» **Exercise details**:
The word "Crescent" marks the lines to report; pull each of them from the listing.

» **Supplied records**:
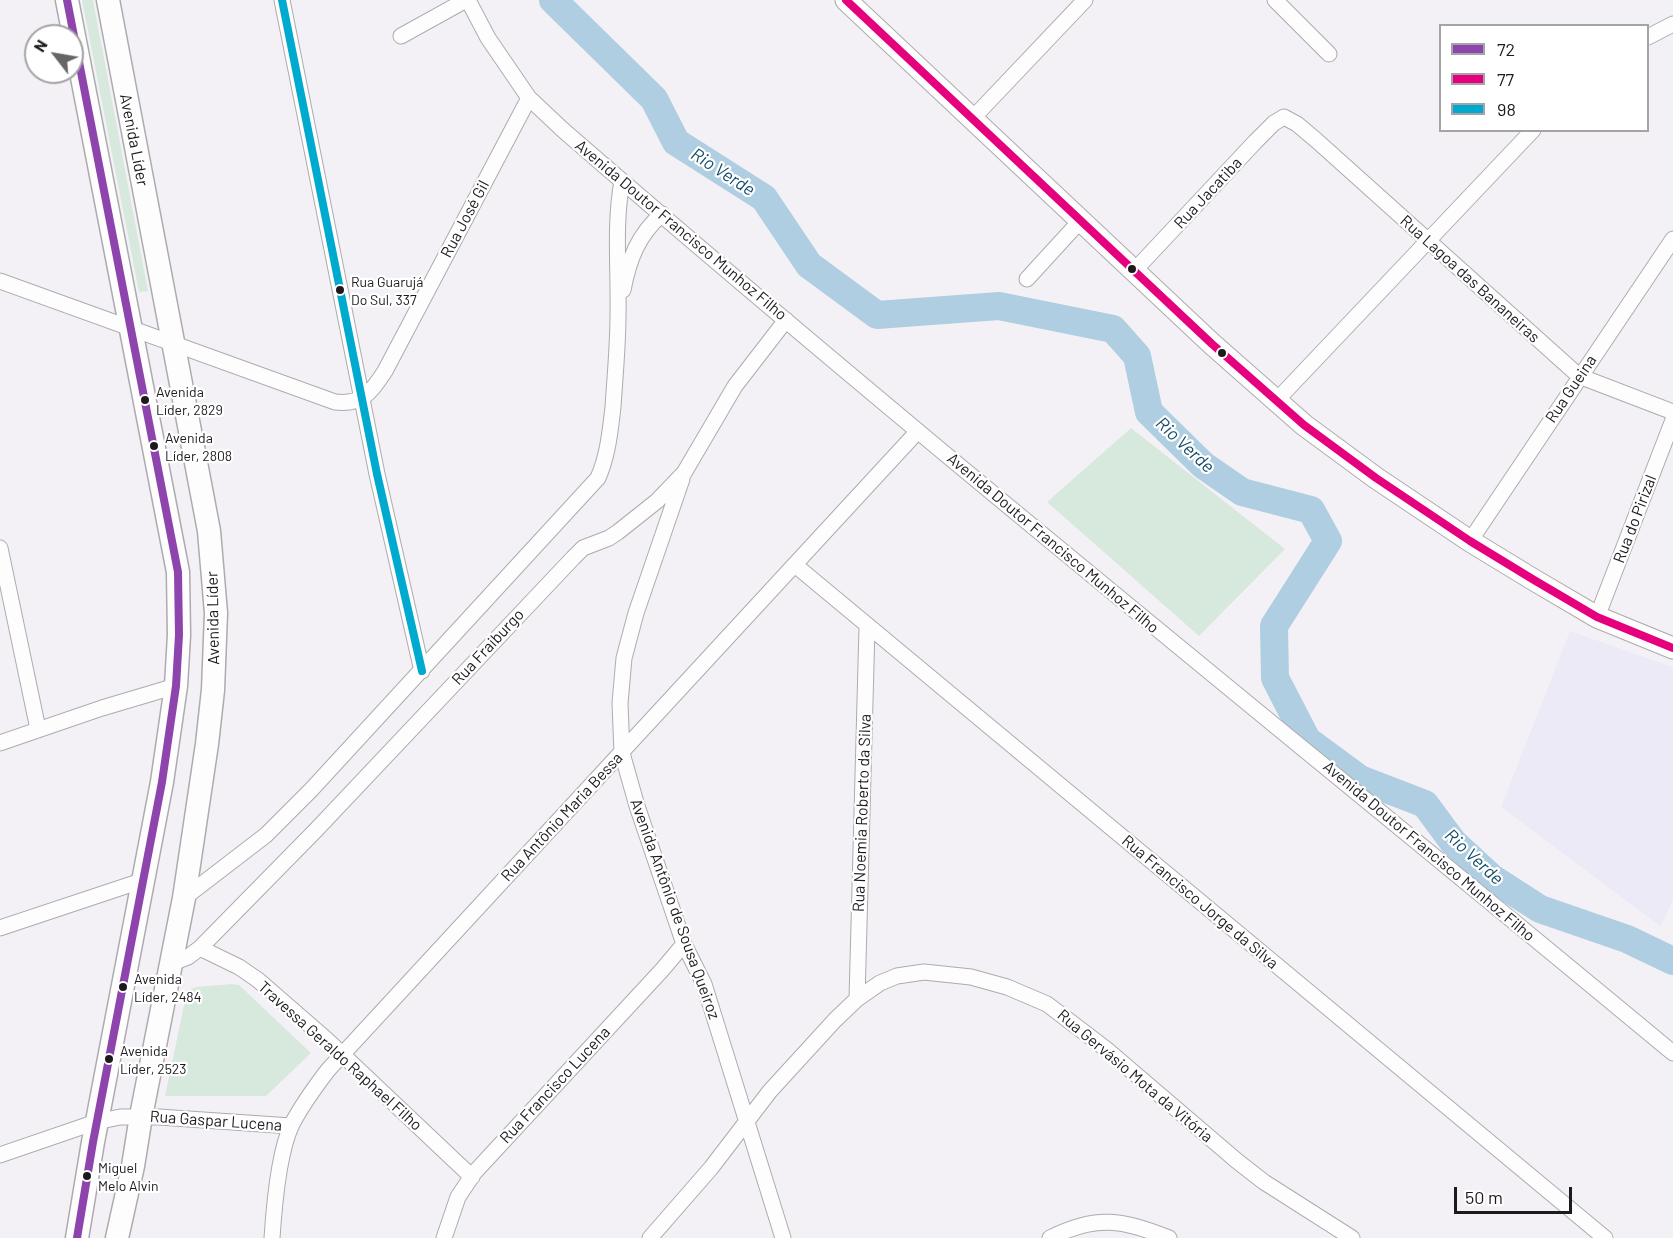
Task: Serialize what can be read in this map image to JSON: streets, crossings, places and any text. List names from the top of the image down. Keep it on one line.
{"streets":{"main road":["Avenida Líder"],"street":["Rua Jacatiba","Rua José Gil","Avenida Doutor Francisco Munhoz Filho","Rua Lagoa das Bananeiras","Rua Gueina","Rua do Pirizal","Rua Fraiburgo","Rua Noemia Roberto da Silva","Rua Antônio Maria Bessa","Rua Francisco Jorge da Silva","Avenida Antônio de Sousa Queiroz","Travessa Geraldo Raphael Filho","Rua Gervásio Mota da Vitória","Rua Francisco Lucena","Rua Gaspar Lucena"]},"crossings":[["Avenida Líder","Rua Fraiburgo"],["Avenida Líder","Rua Gaspar Lucena"],["Rua Jacatiba","Rua Lagoa das Bananeiras"],["Rua José Gil","Avenida Doutor Francisco Munhoz Filho"],["Avenida Doutor Francisco Munhoz Filho","Rua Fraiburgo"],["Avenida Doutor Francisco Munhoz Filho","Rua Antônio Maria Bessa"],["Rua Lagoa das Bananeiras","Rua Gueina"],["Rua Fraiburgo","Avenida Antônio de Sousa Queiroz"],["Rua Fraiburgo","Travessa Geraldo Raphael Filho"],["Rua Noemia Roberto da Silva","Rua Francisco Jorge da Silva"],["Rua Noemia Roberto da Silva","Rua Gervásio Mota da Vitória"],["Rua Antônio Maria Bessa","Rua Francisco Jorge da Silva"],["Rua Antônio Maria Bessa","Avenida Antônio de Sousa Queiroz"],["Rua Antônio Maria Bessa","Travessa Geraldo Raphael Filho"],["Rua Antônio Maria Bessa","Rua Gaspar Lucena"],["Avenida Antônio de Sousa Queiroz","Rua Gervásio Mota da Vitória"],["Avenida Antônio de Sousa Queiroz","Rua Francisco Lucena"],["Travessa Geraldo Raphael Filho","Rua Francisco Lucena"]],"water":["Rio Verde"],"places":["Rua Guarujá Do Sul, 337","Avenida Líder, 2829","Avenida Líder, 2808","Avenida Líder, 2484","Avenida Líder, 2523","Miguel Melo Alvin"],"lines":["transit line 72","transit line 77","transit line 98"],"legend":["72","77","98"],"scale_bar":"50 m","north":"top left"}
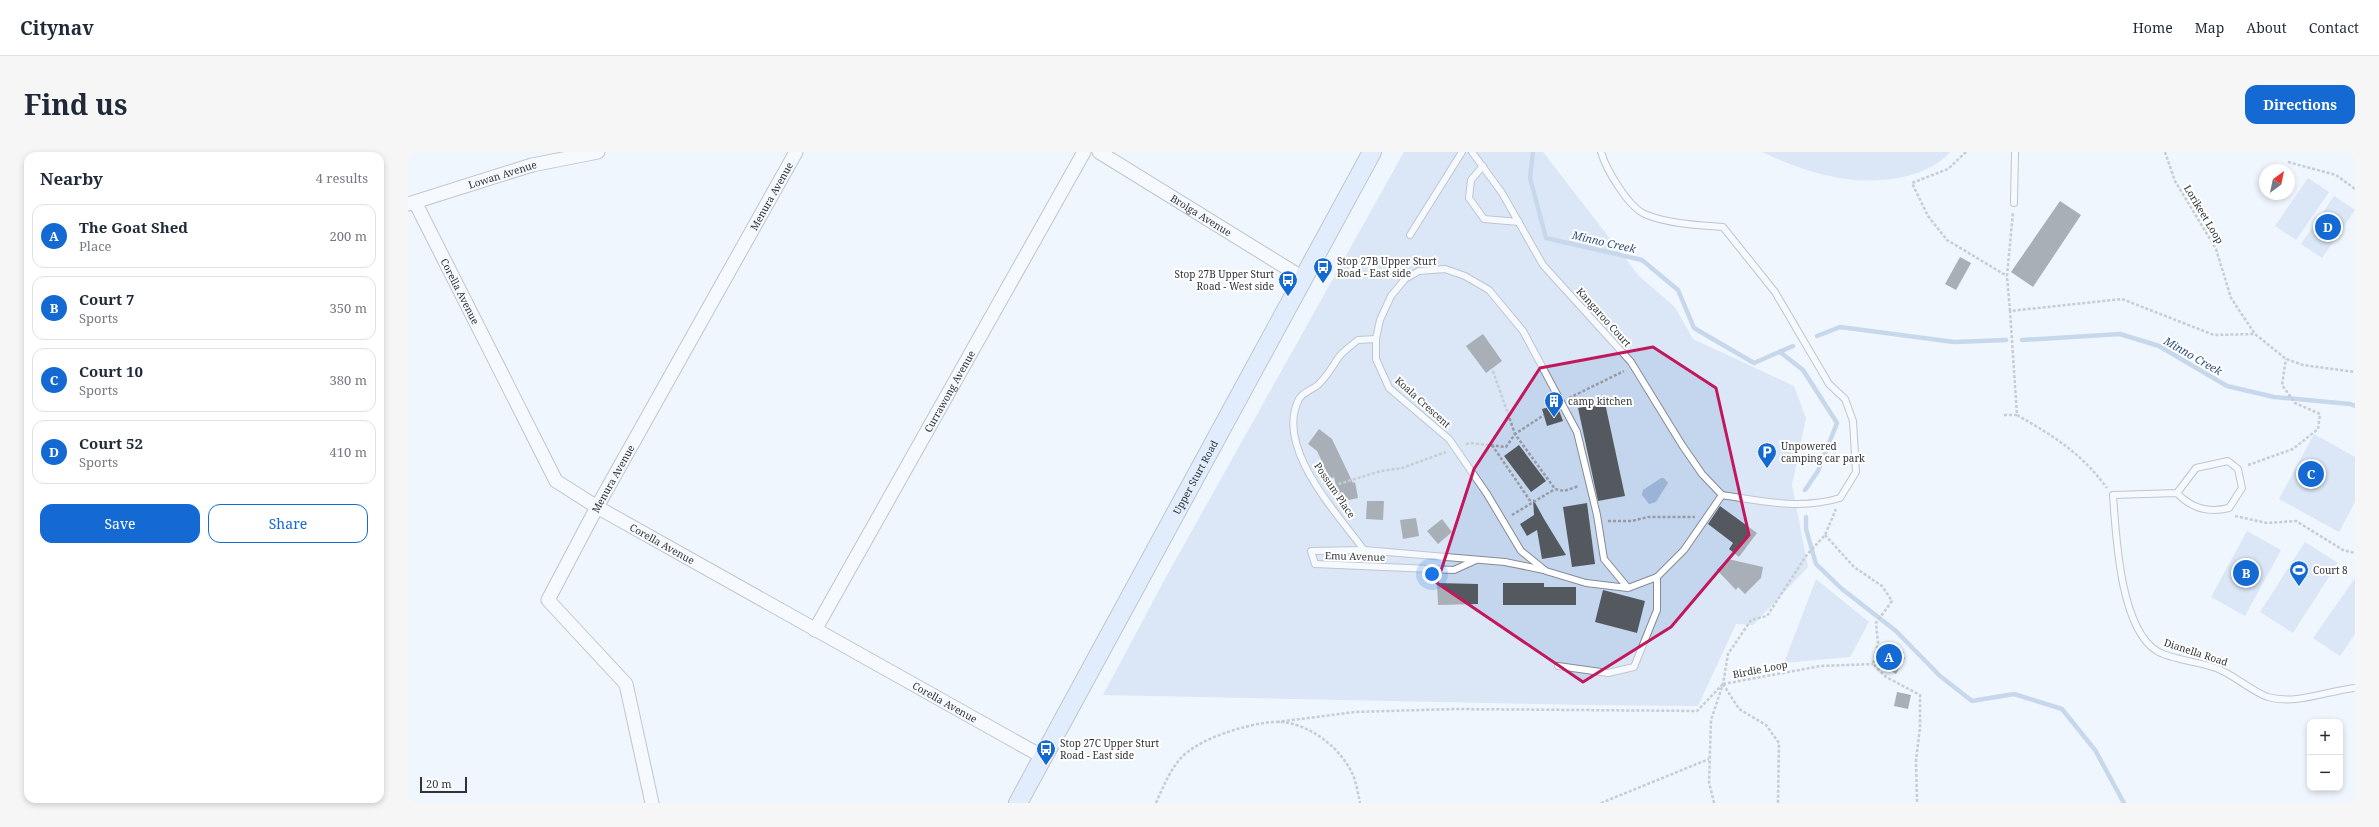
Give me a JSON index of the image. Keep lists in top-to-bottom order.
{
  "streets": {
    "main road": ["Upper Sturt Road"],
    "street": [
      "Lowan Avenue",
      "Menura Avenue",
      "Brolga Avenue",
      "Corella Avenue",
      "Currawong Avenue"
    ],
    "lane": [
      "Kangaroo Court",
      "Koala Crescent",
      "Possum Place",
      "Emu Avenue",
      "Dianella Road"
    ],
    "path": ["Lorikeet Loop", "Birdie Loop"]
  },
  "crossings": [
    ["Lowan Avenue", "Corella Avenue"],
    ["Menura Avenue", "Corella Avenue"],
    ["Brolga Avenue", "Upper Sturt Road"],
    ["Corella Avenue", "Currawong Avenue"],
    ["Corella Avenue", "Upper Sturt Road"],
    ["Koala Crescent", "Possum Place"],
    ["Koala Crescent", "Emu Avenue"],
    ["Possum Place", "Emu Avenue"]
  ],
  "water": ["Minno Creek"],
  "places": {
    "bus stop": ["Stop 27B Upper Sturt Road - East side", "Stop 27B Upper Sturt Road - West side", "Stop 27C Upper Sturt Road - East side"],
    "building": ["camp kitchen"],
    "parking": ["Unpowered camping car park"],
    "sports": ["Court 8"]
  },
  "scale_bar": "20 m",
  "north": "top right",
  "page": {
    "header": "Citynav",
    "nav": [
      "Home",
      "Map",
      "About",
      "Contact"
    ],
    "title": "Find us",
    "buttons": [
      "Directions",
      ["Save", "Share"]
    ],
    "heading": ["Nearby", "4 results"],
    "list": [
      {
        "mark": "A",
        "name": "The Goat Shed",
        "note": "Place",
        "value": "200 m"
      },
      {
        "mark": "B",
        "name": "Court 7",
        "note": "Sports",
        "value": "350 m"
      },
      {
        "mark": "C",
        "name": "Court 10",
        "note": "Sports",
        "value": "380 m"
      },
      {
        "mark": "D",
        "name": "Court 52",
        "note": "Sports",
        "value": "410 m"
      }
    ],
    "pins": [
      "D",
      "C",
      "B",
      "A"
    ],
    "map_buttons": ["+", "−"],
    "scale": "20 m"
  }
}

» **Answer to the problem**:
      "Koala Crescent",
    ["Koala Crescent", "Possum Place"],
    ["Koala Crescent", "Emu Avenue"],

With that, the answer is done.